WORK ORDER
Although the data below holds other lines too, output only those from the line with "M331,129H362" up to and including the line with "M216,456L238,510", exactly as they appear.

- Opening Delimiter -

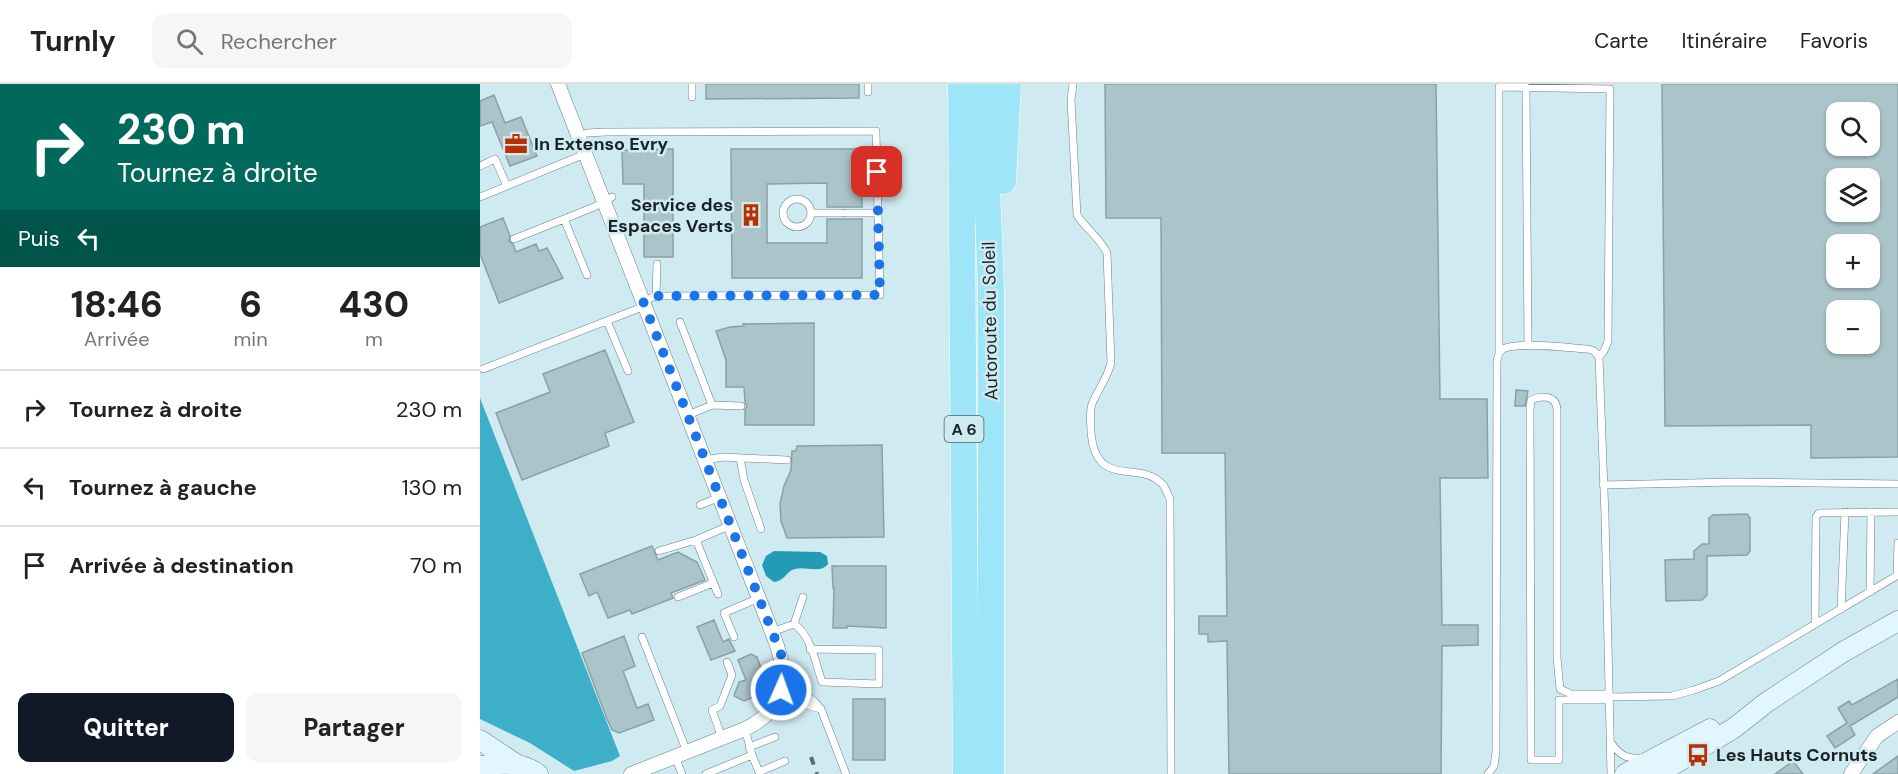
<!DOCTYPE html>
<html lang="fr">
<meta charset="utf-8">
<style>
:root{--surface:#fff;--page:#f6f6f6;--text:#222;--muted:#767676;--line:#e0e0e0;--accent:#111827}
body{margin:0;font-family:"DM Sans",sans-serif;background:var(--page);color:var(--text);height:100vh;display:flex;flex-direction:column;font-size:22px;white-space:nowrap}
*{box-sizing:border-box;margin:0}
p{font-size:20px;color:var(--muted)}
.icon{flex:none;width:33px;height:33px;fill:none;stroke:currentColor;stroke-width:2;stroke-linecap:round;stroke-linejoin:round}
.map{position:relative;flex:1;overflow:hidden}
.details{display:flex;flex-direction:column;background:var(--surface);width:480px}
.details>*{flex:none}
.top-card{background:#00695c;color:#fff;overflow:hidden}
.tools{position:absolute;left:1346px;top:18px;display:grid;gap:12px}
.tools a{display:grid;place-items:center;width:54px;height:54px;border-radius:12px;background:var(--surface);box-shadow:0 2px 4px #0004;font-size:30px}
.pin{position:absolute;display:grid;place-items:center;width:51px;height:51px;color:#fff;margin:-26px;border-radius:12px;box-shadow:0 3px 9px #0006}
.me{position:absolute;width:66px;margin:-33px;rotate:2deg;stroke-linejoin:round;filter:drop-shadow(0 0 4px #0008)}
.turn{display:flex;align-items:center;gap:21px;height:126px;padding:0 18px;font-size:27px}
.turn .icon{width:78px;height:78px;stroke-width:2.5}
.turn b{display:block;font-size:42px;line-height:51px}
.then{display:flex;align-items:center;height:57px;padding:0 18px;background:#0003;gap:12px;font-size:22px}
.eta{display:flex;justify-content:space-evenly;align-items:center;height:102px;text-align:center}
.eta b{font-size:36px;font-weight:800;line-height:42px}
.action{display:flex;gap:12px;margin-top:auto;padding:12px 18px}
.action a{flex:1;height:69px;border-radius:12px;background:var(--accent);color:#fff;font-size:24px;font-weight:800;line-height:69px;text-align:center}
.action a+a{background:var(--page);color:var(--text)}
ul{padding:0;list-style:none}
li{display:flex;align-items:center;gap:18px;height:78px;padding:0 18px;border-top:2px solid var(--line)}
li div{flex:1}
li b{display:block;font-size:22px}
li em{font-style:normal}
header{display:flex;align-items:center;gap:36px;box-sizing:border-box;height:84px;padding:0 30px;background:var(--surface);border-bottom:2px solid var(--line)}
header strong{font-size:28px}
nav{display:flex;gap:33px;margin-inline-start:auto;font-size:21px}
.search{width:420px;height:54px;background:var(--page);display:flex;align-items:center;gap:15px;box-sizing:border-box;padding:0 21px;border-radius:12px;color:var(--muted);font-size:22px}
main{display:flex;flex:1;min-height:0}
.map>svg:first-child{display:block}
</style>
<header>
<strong>Turnly</strong>
<div class="search"><svg class="icon" aria-label="search" viewBox="0 0 24 24"><circle cx="10" cy="10" r="6"/><path d="M15 15l6 6"/></svg>Rechercher</div>
<nav><a>Carte</a><a>Itinéraire</a><a>Favoris</a></nav>
</header>
<main>
<section class="details">
<div class="top-card">
<div class="turn"><svg class="icon" aria-label="right" viewBox="0 0 24 24"><path d="M7 20v-9h11M14 6l5 5-5 5"/></svg><div><b>230 m</b>Tournez à droite</div></div>
<div class="then">Puis<svg class="icon" aria-label="left" viewBox="0 0 24 24"><path d="M17 20v-9H6M10 6l-5 5 5 5"/></svg></div>
</div>
<div class="eta">
<div><b>18:46</b><p>Arrivée</p></div>
<div><b>6</b><p>min</p></div>
<div><b>430</b><p>m</p></div>
</div>
<ul>
<li><svg class="icon" aria-label="right" viewBox="0 0 24 24"><path d="M7 20v-9h11M14 6l5 5-5 5"/></svg><div><b>Tournez à droite</b></div><em>230 m</em></li>
<li><svg class="icon" aria-label="left" viewBox="0 0 24 24"><path d="M17 20v-9H6M10 6l-5 5 5 5"/></svg><div><b>Tournez à gauche</b></div><em>130 m</em></li>
<li><svg class="icon" aria-label="arrive" viewBox="0 0 24 24"><path d="M6 21V4h12l-3 4 3 4H6"/></svg><div><b>Arrivée à destination</b></div><em>70 m</em></li>
</ul>
<div class="action"><a>Quitter</a><a>Partager</a></div>
</section>
<div class="map">
<svg width="1418" height="690" viewBox="0 0 1418 690">
<rect width="100%" height="100%" fill="#d0eaf1"/>
<path fill="#3eafc8" d="M0,314L140,672L132,677L94,687L50,659L0,635Z"/>
<path fill="#239bb4" d="M294,467L340,468L347,472L348,480C340,490 326,482 315,485C306,487 305,497 294,498L286,492L282,481L286,472Z"/>
<path fill="#abc4ca" stroke="#88a1a7" stroke-width="1.5" fill-rule="evenodd" d="M226,0H379V14L226,15Z
M625,0H956L960,315H1007L1008,394H960L962,541H998V561L962,562L961,690H749L747,557L728,558V550H719V532H747L745,369H682L681,134H626Z
M1182,0H1418V373L1331,374V341L1185,342ZM1356,28H1389V62H1356ZM1356,94H1389V128H1356ZM1356,160H1389V194H1356ZM1356,226H1389V260H1356Z
M14,11L25,39L41,33L57,72L30,82L12,38L0,42V17Z
M193,65V173H164V100H143L142,66Z
M251,65H381L382,123H347V99L287,100V159H347V135H382V194H252Z
M23,134L30,152L29,157L33,160L36,168L56,160L59,167L67,164L83,194L19,219L0,170V143Z
M334,239V341H265V326L267,322L265,318L264,303H246V276L236,247L250,243L264,242L263,240Z
M125,266L154,338L125,349L129,362L42,396L16,329L70,308L63,290Z
M1036,306L1048,307L1045,322H1035Z
M402,361L404,453L307,454L301,437L300,420L304,402L311,386L312,367H316L317,362Z
M1267,430L1270,434V467L1267,471L1227,472V511L1222,516L1186,517L1185,476L1214,475V467L1222,460H1229V434L1233,431Z
M172,462L178,476L198,468L217,478L225,496L191,509L193,514L152,530L150,526L128,534L117,508L109,512L100,490Z
M352,482H406V544L367,542V544H353L354,504H353Z
M234,536L243,558L249,555L255,567L231,576L217,543Z
M144,552L155,582L143,587L157,624L168,620L174,636L139,649L132,646L127,635L102,569Z
M271,570L277,573L281,584L277,593L280,601L274,613L264,617L254,612L259,598L266,596L258,576Z
M1418,595V613L1370,642L1375,651L1355,664L1347,652L1367,639L1358,624L1369,617L1372,621Z
M373,615H405V676H373Z
M1418,672V690H1393Z
M1313,677L1323,690H1295Z"/>
<g fill="none" stroke-linecap="round" stroke-linejoin="round">
<g stroke="#698086" stroke-width="8">
<path id="lane" d="M212,0V13
M388,0V8
M593,0L591,16L597,131C606,145 620,154 627,169L631,279C627,295 618,305 612,320C609,329 611,339 611,348C616,408 660,373 684,402C686,406 688,411 690,415L691,690
M1046,3L1048,262
M98,52L107,49L126,48L396,47L400,211L176,212L163,217
M0,82L15,75L27,102
M0,113L105,70
M303 129a14 14 0 1 1 28 0a14 14 0 1 1-28 0Z
M331,129H362
M367,129H398
M84,135L107,191
M34,155L114,123L132,113
M176,212L177,180
M127,237L148,287
M200,238L232,321
M1019,268V3L1130,5L1128,257L1124,267L1119,273
M3,285L165,222
M208,331L232,321L261,322
M260,374L264,396L281,445
M225,376L243,373L307,376
M1123,401L1253,398L1418,400
M220,421L240,413
M216,456L238,510
M179,467L216,456L251,441
M1417,491L1418,459
M1390,508L1391,428
M198,513L233,499
M1361,525L1365,428
M314,540C331,551 336,580 342,598L399,600V566L330,565
M1335,540L1336,433L1339,429L1418,428
M292,548L314,540L323,513
M162,553L207,668
M254,553L244,529L279,514
M303,597L334,617L341,625L366,690
M1129,610H1091L1080,605L1077,574V325C1076,311 1061,311 1051,316L1050,326L1051,676H1079V616H1129
M1129,613L1192,612L1214,606L1239,597L1418,491
M296,618L322,620L341,625
M242,654L232,626L240,622L252,591L247,578
M1131,659C1140,671 1146,675 1161,674
M269,663L295,653
M272,671L279,688L305,677
M195,673L202,690
M226,690L272,671L265,645
M1008,690L1014,682L1016,668L1017,277C1018,272 1019,267 1023,265C1037,257 1091,264 1108,265L1114,267L1119,273L1125,432L1131,690"/>
</g>
<g stroke="#698086" stroke-width="15">
<path id="street" d="M78,0L292,548C309,590 311,622 265,645L151,690
M1371,690L1397,652L1418,638"/>
</g>
<g stroke="#698086" stroke-width="21">
<path id="secondary" d="M0,656L36,680
M0,682C21,679 40,677 58,690
M1145,690L1230,645
M1178,690L1254,644L1287,618L1363,568L1418,537"/>
</g>
<g stroke="#fff" stroke-width="27">
<path id="highway" d="M481,0L486,690
M506,0L507,102L511,205V690
M523,97L528,0"/>
</g>
<use href="#lane" stroke="#fff" stroke-width="7"/>
<use href="#street" stroke="#fff" stroke-width="14"/>
<use href="#secondary" stroke="#e2f7fd" stroke-width="20"/>
<use href="#highway" stroke="#9de5f7" stroke-width="26"/>
<path stroke="#5d6c71" stroke-width="4" stroke-dasharray="8 8" stroke-linecap="butt" d="M331,673L337,690"/>
</g>
<g fill="none" stroke-linecap="round" stroke-linejoin="round">
<path stroke="#1a73e8" stroke-width="10" stroke-dasharray="0 18" d="M301,606L304,588L302,573L163,217L176,212L400,211L397,88"/>
</g>
<defs>
<g id="office-bare" transform="scale(1.8)"><path d="M-6-3h4V-5.5h4V-3h4V5H-6ZM-1-4.5V-3h2v-1.5ZM-6 0V1H6V0Z" fill="#b93000" stroke="#d0eaf1" stroke-width="2.5" paint-order="stroke"/></g>
<g id="building-bare" transform="scale(1.8)"><path d="M-4-6H4V6H1V3H-1V6H-4ZM-2.5-4.3h1.7v1.8h-1.7ZM.8-4.3h1.7v1.8H.8ZM-2.5-1h1.7V.8h-1.7ZM.8-1h1.7V.8H.8Z" fill="#b93000" stroke="#d0eaf1" stroke-width="2.5" paint-order="stroke"/></g>
<g id="bus-bare" transform="scale(1.8)"><path d="M-5-6H5V4H4V6H2V4H-2V6H-4V4H-5ZM-3.5-4V0h7V-4ZM-3.5 1.2v1.5H-2V1.2ZM2 1.2v1.5H3.5V1.2Z" fill="#b93000" stroke="#d0eaf1" stroke-width="2.5" paint-order="stroke"/></g>
</defs>
<g fill-rule="evenodd">
<use href="#office-bare" x="36" y="60"/>
<use href="#building-bare" x="271" y="131"/>
<use href="#bus-bare" x="1218" y="671"/>
</g>
<g text-anchor="middle" dominant-baseline="central" stroke-width="5" stroke-linejoin="round" paint-order="stroke">
<rect fill="#d0eaf1" stroke="#505f63" stroke-width="1.5" x="464.5" y="332" width="39" height="26" rx="4.5"/>
<g font-size="16" font-weight="bold" fill="#192326">
<text x="484" y="345">A 6</text>
</g>
<g font-size="18" font-weight="bold" fill="#192326" stroke="#d0eaf1" text-anchor="start">
<text x="54" y="60">In Extenso Evry</text>
<text x="253" y="121" text-anchor="end">Service des<tspan x="253" dy="21">Espaces Verts</tspan></text>
<text x="1236" y="671">Les Hauts Cornuts</text>
</g>
<g font-size="18" fill="#192326" stroke="#d0eaf1">
<text transform="translate(510 237) rotate(-91)">Autoroute du Soleil</text>
</g>
</g>
</svg>
<div class="tools">
<a><svg class="icon" aria-label="search" viewBox="0 0 24 24"><circle cx="10" cy="10" r="6"/><path d="M15 15l6 6"/></svg></a>
<a><svg class="icon" aria-label="layers" viewBox="0 0 24 24"><path d="M12 4l9 5-9 5-9-5zM3 14l9 5 9-5"/></svg></a>
<a>+</a>
<a>−</a>
</div>
<div class="pin" style="left:397px;top:88px;background:#d93025"><svg class="icon" aria-label="arrive" viewBox="0 0 24 24"><path d="M6 21V4h12l-3 4 3 4H6"/></svg></div>
<svg class="me" style="left:301px;top:606px" viewBox="-20 -20 40 40"><circle r="17" fill="#1a73e8" stroke="#fff" stroke-width="3"/><path d="M0-11L8 9 0 5-8 9z" fill="#fff"/></svg>
</div>
</main>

- Closing Delimiter -

WRITTEN RESPONSE
M331,129H362
M367,129H398
M84,135L107,191
M34,155L114,123L132,113
M176,212L177,180
M127,237L148,287
M200,238L232,321
M1019,268V3L1130,5L1128,257L1124,267L1119,273
M3,285L165,222
M208,331L232,321L261,322
M260,374L264,396L281,445
M225,376L243,373L307,376
M1123,401L1253,398L1418,400
M220,421L240,413
M216,456L238,510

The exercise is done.